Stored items

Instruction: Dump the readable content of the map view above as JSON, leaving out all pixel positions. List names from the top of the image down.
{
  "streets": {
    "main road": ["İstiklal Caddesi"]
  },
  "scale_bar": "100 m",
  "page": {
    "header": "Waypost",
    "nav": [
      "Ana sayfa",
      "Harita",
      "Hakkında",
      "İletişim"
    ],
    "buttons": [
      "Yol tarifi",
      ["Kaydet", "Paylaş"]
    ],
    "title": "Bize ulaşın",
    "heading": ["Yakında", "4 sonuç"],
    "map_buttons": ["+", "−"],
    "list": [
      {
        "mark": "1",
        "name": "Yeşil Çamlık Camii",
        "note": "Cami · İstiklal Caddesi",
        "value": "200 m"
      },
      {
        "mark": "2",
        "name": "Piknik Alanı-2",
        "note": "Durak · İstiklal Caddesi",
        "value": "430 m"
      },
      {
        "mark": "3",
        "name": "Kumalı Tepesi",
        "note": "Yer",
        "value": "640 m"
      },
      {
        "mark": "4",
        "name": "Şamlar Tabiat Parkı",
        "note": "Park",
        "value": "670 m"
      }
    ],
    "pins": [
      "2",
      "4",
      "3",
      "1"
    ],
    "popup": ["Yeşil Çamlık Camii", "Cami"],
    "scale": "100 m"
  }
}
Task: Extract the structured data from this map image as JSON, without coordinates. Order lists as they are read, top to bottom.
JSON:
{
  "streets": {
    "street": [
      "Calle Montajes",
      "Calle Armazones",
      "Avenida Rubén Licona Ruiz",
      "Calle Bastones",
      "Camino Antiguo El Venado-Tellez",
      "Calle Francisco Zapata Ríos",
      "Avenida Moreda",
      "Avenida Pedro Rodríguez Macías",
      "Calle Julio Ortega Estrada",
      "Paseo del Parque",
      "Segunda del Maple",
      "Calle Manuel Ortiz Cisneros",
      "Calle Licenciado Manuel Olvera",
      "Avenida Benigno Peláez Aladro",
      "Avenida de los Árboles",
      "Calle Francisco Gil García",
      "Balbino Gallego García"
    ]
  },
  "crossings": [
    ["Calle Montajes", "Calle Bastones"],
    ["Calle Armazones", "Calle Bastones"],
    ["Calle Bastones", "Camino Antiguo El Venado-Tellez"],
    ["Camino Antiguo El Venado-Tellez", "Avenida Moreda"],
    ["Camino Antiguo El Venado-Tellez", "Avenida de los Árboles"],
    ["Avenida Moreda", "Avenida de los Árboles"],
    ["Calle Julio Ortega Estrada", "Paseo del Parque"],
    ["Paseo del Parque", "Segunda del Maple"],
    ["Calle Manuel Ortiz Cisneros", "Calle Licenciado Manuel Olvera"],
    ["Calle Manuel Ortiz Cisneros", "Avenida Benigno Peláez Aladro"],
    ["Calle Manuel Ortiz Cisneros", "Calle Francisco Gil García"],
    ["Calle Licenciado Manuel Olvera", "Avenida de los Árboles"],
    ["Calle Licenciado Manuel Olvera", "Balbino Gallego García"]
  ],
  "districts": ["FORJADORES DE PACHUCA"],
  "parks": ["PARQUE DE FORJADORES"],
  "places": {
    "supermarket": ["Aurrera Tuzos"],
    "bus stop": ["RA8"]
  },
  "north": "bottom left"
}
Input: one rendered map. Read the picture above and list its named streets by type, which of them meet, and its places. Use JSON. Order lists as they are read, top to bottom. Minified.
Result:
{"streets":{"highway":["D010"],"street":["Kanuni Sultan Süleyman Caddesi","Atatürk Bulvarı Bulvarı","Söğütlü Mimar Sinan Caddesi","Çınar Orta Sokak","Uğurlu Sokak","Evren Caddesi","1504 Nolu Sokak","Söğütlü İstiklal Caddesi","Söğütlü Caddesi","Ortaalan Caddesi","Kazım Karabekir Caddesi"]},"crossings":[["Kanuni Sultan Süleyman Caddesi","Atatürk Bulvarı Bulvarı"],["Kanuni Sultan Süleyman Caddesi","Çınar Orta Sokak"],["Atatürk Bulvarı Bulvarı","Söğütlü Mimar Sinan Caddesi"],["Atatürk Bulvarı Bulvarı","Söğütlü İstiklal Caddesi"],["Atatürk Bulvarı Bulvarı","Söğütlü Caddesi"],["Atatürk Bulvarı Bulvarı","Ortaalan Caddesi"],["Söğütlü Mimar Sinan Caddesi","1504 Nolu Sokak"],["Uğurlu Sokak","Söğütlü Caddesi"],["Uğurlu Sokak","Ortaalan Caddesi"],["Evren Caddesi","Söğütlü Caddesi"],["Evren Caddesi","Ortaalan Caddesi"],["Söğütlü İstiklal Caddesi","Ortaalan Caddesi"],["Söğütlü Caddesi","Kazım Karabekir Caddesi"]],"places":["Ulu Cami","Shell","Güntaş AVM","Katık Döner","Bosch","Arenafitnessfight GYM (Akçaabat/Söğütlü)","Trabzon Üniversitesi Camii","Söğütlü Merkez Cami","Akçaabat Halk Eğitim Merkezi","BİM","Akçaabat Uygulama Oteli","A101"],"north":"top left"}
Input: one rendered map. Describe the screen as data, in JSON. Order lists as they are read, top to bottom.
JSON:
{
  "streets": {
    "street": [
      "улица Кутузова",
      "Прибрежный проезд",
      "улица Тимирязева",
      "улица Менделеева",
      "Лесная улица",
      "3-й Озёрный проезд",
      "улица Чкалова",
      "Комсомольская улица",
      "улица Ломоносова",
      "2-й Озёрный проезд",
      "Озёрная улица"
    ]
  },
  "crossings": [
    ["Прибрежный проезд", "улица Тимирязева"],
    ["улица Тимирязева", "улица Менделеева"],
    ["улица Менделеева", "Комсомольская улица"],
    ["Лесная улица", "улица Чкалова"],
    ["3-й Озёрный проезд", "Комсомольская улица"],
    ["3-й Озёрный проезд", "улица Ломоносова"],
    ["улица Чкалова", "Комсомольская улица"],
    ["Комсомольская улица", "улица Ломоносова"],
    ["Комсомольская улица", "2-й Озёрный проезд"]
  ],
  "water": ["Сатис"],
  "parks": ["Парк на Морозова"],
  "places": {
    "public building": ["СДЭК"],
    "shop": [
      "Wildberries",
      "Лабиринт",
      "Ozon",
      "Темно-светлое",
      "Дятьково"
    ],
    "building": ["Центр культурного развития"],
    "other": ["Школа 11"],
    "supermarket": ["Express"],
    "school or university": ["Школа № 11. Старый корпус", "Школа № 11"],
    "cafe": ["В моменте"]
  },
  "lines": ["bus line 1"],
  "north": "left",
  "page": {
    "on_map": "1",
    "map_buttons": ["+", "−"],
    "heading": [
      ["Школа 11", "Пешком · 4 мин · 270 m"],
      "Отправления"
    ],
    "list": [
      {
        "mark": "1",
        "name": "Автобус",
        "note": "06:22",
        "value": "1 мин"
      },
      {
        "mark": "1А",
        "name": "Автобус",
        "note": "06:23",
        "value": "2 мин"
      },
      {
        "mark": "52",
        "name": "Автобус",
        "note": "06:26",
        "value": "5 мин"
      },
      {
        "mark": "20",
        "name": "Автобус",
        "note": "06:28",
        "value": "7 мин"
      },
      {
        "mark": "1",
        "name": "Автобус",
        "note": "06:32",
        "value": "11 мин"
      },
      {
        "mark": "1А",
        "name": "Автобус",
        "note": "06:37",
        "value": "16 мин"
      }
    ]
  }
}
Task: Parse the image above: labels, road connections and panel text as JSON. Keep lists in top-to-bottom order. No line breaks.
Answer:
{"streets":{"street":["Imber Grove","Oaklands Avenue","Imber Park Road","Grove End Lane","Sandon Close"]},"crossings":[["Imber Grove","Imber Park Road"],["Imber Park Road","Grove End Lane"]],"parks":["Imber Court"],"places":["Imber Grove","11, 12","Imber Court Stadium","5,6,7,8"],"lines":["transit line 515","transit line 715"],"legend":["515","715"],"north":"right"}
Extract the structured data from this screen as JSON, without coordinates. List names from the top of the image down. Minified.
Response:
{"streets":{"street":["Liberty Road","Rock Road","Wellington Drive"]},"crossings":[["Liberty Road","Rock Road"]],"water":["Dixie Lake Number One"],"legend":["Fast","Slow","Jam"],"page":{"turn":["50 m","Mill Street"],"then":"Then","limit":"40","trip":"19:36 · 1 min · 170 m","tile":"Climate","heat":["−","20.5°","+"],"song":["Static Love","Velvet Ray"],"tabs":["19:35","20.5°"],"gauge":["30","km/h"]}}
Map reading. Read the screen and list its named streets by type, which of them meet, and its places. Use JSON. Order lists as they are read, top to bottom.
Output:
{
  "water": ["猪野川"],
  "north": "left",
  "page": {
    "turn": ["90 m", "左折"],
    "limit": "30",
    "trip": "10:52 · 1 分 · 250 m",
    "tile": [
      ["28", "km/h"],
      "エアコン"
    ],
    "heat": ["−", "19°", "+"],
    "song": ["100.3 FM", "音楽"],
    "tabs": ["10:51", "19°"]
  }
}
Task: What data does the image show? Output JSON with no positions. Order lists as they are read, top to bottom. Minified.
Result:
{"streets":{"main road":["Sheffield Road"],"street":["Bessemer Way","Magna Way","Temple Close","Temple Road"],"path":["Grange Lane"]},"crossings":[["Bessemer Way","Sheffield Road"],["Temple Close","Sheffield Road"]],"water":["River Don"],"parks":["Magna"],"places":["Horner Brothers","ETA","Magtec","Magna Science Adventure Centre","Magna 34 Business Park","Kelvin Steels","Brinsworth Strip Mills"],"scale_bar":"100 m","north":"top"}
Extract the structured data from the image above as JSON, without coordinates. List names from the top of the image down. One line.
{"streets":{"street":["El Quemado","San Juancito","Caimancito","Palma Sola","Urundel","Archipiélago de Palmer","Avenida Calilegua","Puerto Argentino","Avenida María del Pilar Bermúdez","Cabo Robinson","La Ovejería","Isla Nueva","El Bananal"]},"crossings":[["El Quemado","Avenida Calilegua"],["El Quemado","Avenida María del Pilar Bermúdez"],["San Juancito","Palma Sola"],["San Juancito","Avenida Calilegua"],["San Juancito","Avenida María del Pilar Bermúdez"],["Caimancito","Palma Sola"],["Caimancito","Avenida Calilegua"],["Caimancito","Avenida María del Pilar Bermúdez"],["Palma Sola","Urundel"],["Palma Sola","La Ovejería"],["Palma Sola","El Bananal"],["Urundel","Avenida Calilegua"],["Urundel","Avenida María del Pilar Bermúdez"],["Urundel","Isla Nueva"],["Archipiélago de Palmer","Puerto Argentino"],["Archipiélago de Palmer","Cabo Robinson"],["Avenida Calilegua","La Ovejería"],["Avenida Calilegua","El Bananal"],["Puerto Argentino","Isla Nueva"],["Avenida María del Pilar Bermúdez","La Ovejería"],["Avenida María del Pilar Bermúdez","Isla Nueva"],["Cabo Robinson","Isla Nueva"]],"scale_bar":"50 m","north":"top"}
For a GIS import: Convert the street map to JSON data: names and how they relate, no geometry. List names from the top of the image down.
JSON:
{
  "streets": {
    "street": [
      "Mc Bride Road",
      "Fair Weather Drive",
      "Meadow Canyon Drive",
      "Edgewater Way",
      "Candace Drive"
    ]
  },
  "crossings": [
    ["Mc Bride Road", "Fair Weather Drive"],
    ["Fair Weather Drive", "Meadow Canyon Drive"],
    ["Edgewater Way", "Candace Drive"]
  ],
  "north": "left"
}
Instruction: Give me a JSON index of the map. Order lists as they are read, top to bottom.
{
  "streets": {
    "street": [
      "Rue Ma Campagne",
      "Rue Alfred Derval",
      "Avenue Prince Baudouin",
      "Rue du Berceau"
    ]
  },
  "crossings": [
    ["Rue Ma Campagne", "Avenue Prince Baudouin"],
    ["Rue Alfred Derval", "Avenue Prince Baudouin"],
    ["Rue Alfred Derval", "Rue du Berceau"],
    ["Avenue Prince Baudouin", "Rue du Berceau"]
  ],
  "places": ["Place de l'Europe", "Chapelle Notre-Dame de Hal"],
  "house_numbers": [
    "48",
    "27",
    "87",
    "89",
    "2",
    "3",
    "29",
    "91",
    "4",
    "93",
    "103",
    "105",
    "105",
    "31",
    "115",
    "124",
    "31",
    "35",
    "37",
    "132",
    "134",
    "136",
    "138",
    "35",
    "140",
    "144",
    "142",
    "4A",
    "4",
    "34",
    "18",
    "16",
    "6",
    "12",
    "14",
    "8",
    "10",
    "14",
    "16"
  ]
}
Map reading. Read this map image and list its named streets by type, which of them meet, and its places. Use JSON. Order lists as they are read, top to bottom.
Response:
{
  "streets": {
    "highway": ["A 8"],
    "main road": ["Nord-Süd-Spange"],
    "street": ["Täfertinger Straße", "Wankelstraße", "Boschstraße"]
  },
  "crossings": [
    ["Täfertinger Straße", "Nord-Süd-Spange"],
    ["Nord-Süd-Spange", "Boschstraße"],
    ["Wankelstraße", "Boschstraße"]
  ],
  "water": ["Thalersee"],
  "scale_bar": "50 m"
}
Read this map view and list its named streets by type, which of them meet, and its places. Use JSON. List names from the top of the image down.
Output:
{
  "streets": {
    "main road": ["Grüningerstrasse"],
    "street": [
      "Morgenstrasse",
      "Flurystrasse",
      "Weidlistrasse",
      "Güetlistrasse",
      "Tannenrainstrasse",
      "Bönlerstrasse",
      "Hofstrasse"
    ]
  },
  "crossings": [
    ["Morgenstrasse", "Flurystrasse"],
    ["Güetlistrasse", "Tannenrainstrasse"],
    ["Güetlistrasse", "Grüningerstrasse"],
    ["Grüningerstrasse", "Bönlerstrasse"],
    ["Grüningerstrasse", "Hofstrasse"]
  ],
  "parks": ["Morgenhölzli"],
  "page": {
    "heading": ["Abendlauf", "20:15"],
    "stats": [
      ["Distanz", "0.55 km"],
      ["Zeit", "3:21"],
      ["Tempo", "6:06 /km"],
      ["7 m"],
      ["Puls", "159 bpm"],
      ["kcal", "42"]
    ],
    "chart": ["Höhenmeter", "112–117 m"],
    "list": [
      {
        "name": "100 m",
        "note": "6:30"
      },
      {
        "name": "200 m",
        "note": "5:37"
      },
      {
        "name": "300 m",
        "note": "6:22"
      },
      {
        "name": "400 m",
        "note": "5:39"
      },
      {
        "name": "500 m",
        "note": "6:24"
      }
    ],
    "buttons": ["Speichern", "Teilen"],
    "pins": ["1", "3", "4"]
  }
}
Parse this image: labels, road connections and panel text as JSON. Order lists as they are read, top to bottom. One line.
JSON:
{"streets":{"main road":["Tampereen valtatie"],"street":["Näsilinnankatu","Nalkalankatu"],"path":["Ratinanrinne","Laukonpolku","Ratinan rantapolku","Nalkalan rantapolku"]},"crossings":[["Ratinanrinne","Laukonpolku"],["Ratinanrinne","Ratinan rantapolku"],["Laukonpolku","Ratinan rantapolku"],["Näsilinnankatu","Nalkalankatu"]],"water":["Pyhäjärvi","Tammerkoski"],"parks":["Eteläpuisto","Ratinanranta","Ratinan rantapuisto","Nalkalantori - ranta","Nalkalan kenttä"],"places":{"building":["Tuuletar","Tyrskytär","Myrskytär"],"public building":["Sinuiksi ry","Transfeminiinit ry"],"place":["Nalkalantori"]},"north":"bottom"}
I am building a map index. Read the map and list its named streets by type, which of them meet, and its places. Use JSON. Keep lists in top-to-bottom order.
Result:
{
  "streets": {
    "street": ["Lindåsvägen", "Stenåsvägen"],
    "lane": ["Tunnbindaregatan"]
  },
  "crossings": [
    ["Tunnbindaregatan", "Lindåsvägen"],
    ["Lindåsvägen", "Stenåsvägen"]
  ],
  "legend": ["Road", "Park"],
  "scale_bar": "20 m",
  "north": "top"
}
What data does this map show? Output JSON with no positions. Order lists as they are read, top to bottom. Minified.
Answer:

▶ TASK PROMPT
Start with the line above that contains "Map reading. Read this" and stop after the line that contains "Parse this image: labels, road". Output those lines exactly, and only those.

▶ PROBLEM SOLUTION
Map reading. Read this map image and list its named streets by type, which of them meet, and its places. Use JSON. Order lists as they are read, top to bottom.
Response:
{
  "streets": {
    "highway": ["A 8"],
    "main road": ["Nord-Süd-Spange"],
    "street": ["Täfertinger Straße", "Wankelstraße", "Boschstraße"]
  },
  "crossings": [
    ["Täfertinger Straße", "Nord-Süd-Spange"],
    ["Nord-Süd-Spange", "Boschstraße"],
    ["Wankelstraße", "Boschstraße"]
  ],
  "water": ["Thalersee"],
  "scale_bar": "50 m"
}
Read this map view and list its named streets by type, which of them meet, and its places. Use JSON. List names from the top of the image down.
Output:
{
  "streets": {
    "main road": ["Grüningerstrasse"],
    "street": [
      "Morgenstrasse",
      "Flurystrasse",
      "Weidlistrasse",
      "Güetlistrasse",
      "Tannenrainstrasse",
      "Bönlerstrasse",
      "Hofstrasse"
    ]
  },
  "crossings": [
    ["Morgenstrasse", "Flurystrasse"],
    ["Güetlistrasse", "Tannenrainstrasse"],
    ["Güetlistrasse", "Grüningerstrasse"],
    ["Grüningerstrasse", "Bönlerstrasse"],
    ["Grüningerstrasse", "Hofstrasse"]
  ],
  "parks": ["Morgenhölzli"],
  "page": {
    "heading": ["Abendlauf", "20:15"],
    "stats": [
      ["Distanz", "0.55 km"],
      ["Zeit", "3:21"],
      ["Tempo", "6:06 /km"],
      ["7 m"],
      ["Puls", "159 bpm"],
      ["kcal", "42"]
    ],
    "chart": ["Höhenmeter", "112–117 m"],
    "list": [
      {
        "name": "100 m",
        "note": "6:30"
      },
      {
        "name": "200 m",
        "note": "5:37"
      },
      {
        "name": "300 m",
        "note": "6:22"
      },
      {
        "name": "400 m",
        "note": "5:39"
      },
      {
        "name": "500 m",
        "note": "6:24"
      }
    ],
    "buttons": ["Speichern", "Teilen"],
    "pins": ["1", "3", "4"]
  }
}
Parse this image: labels, road connections and panel text as JSON. Order lists as they are read, top to bottom. One line.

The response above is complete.